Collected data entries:

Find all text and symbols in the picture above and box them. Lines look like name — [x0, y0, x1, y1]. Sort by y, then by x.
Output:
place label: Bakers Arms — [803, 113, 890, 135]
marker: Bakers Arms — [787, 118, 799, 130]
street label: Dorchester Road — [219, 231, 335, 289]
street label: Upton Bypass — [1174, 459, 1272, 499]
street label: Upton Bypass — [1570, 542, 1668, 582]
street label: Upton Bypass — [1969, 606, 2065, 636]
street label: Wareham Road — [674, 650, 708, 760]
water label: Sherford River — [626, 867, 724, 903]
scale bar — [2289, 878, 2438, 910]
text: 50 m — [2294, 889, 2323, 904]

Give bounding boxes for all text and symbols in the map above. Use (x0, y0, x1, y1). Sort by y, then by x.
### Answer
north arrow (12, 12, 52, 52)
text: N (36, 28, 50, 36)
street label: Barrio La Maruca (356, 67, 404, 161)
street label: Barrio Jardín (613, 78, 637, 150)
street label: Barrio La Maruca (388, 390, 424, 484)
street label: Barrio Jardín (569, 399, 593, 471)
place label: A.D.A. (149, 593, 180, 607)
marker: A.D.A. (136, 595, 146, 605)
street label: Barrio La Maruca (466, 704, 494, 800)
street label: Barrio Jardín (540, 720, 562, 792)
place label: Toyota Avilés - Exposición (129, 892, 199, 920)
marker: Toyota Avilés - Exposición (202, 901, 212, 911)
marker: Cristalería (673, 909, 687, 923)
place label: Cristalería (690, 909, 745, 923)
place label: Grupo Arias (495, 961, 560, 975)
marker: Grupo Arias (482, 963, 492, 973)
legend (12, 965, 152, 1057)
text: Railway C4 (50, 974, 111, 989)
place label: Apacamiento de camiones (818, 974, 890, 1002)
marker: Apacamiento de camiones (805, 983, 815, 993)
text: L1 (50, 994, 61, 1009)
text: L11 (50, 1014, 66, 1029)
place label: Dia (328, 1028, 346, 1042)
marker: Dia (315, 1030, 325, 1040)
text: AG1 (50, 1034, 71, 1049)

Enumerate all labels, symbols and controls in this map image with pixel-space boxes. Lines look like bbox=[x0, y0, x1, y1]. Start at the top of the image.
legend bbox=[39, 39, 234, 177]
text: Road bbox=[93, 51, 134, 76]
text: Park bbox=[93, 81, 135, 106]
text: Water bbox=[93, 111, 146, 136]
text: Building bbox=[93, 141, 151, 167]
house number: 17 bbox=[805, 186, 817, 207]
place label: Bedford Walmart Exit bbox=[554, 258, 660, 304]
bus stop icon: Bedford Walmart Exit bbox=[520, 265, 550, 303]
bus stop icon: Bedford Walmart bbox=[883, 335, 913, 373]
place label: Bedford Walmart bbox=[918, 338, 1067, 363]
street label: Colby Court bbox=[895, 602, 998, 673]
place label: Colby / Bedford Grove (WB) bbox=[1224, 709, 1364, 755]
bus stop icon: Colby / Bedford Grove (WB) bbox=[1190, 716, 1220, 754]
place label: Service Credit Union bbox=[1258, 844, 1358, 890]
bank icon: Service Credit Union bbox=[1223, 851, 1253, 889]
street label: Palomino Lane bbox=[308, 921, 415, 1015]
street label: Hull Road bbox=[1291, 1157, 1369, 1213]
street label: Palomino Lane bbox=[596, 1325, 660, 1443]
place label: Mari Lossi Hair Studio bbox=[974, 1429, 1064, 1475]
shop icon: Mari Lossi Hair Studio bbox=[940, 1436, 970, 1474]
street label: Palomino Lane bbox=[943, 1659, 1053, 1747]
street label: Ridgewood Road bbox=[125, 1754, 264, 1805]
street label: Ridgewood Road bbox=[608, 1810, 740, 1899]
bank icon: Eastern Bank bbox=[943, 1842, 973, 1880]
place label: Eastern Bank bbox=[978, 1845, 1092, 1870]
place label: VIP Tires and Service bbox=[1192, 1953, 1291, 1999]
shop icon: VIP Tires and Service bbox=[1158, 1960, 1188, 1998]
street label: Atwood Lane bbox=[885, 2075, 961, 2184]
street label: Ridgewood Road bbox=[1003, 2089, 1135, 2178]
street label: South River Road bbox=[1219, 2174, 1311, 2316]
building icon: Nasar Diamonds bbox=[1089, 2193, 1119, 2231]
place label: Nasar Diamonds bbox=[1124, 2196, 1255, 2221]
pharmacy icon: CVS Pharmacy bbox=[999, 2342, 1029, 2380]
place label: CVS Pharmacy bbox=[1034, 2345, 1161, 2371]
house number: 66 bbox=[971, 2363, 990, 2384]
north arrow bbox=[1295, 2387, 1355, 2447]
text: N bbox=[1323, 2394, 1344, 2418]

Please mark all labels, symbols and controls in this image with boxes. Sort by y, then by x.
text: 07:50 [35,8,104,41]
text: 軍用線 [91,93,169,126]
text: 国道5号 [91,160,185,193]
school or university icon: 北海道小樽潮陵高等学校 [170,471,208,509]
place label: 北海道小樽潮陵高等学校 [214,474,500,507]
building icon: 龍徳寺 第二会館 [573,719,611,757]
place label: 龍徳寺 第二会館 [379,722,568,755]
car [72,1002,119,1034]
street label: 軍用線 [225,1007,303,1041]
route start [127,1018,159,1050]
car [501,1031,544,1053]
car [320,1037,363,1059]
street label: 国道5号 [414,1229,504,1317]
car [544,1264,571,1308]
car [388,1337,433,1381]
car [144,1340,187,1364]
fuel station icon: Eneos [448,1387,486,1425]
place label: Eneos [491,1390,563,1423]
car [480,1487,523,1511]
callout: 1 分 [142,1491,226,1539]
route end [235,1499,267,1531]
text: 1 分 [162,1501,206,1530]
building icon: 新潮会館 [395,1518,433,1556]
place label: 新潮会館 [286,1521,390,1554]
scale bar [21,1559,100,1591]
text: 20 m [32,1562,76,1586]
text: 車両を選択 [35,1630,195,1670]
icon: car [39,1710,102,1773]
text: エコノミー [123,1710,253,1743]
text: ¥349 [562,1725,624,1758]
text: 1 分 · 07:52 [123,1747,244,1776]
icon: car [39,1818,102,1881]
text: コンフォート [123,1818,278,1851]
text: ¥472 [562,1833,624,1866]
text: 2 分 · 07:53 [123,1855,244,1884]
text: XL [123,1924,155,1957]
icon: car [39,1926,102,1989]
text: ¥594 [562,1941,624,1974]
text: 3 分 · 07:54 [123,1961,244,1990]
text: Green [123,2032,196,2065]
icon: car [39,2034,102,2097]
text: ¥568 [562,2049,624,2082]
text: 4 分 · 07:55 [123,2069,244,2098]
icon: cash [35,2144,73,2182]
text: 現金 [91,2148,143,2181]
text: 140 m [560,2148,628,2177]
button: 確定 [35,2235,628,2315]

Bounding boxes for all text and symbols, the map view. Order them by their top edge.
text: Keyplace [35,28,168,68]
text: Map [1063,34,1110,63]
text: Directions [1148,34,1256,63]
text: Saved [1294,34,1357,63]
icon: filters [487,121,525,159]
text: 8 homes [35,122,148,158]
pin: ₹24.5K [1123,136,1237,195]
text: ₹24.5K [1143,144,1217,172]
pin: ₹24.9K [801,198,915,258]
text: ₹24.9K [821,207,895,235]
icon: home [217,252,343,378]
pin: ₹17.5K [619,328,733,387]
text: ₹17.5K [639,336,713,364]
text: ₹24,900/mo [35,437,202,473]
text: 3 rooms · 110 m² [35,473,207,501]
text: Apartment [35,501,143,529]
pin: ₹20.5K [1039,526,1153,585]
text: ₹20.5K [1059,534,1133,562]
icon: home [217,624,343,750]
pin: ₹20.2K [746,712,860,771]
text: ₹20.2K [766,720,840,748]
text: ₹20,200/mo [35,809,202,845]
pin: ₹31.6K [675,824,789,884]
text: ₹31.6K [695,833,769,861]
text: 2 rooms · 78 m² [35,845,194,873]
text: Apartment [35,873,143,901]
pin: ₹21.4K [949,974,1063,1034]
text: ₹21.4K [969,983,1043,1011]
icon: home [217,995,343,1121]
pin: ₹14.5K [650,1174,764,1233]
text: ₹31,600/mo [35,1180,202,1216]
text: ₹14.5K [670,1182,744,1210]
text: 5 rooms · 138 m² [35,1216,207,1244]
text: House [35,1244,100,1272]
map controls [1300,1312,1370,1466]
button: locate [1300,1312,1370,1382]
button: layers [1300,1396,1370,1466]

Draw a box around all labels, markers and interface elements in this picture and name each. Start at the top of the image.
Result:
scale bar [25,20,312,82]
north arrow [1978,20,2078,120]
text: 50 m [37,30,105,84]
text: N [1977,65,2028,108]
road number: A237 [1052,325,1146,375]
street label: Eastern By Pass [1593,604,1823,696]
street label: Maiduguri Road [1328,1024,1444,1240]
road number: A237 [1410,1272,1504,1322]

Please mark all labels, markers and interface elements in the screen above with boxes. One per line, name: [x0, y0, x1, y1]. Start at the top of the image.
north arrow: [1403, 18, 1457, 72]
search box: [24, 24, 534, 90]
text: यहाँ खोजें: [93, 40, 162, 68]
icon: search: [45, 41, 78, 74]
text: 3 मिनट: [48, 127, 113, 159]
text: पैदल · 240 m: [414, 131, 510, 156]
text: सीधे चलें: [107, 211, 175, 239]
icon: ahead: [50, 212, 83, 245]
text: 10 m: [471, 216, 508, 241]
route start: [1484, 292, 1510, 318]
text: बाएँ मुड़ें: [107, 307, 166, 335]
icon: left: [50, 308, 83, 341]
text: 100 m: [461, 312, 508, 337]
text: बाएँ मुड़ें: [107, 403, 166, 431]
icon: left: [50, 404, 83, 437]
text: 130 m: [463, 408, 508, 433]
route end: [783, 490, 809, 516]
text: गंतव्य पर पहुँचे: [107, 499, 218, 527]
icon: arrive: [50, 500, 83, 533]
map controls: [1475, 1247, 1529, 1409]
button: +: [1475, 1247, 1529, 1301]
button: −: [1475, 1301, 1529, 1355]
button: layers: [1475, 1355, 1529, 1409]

Activity:
Which lines in the records above include the word "Grupo"? Copy them out.

Answer box:
place label: Grupo Arias (495, 961, 560, 975)
marker: Grupo Arias (482, 963, 492, 973)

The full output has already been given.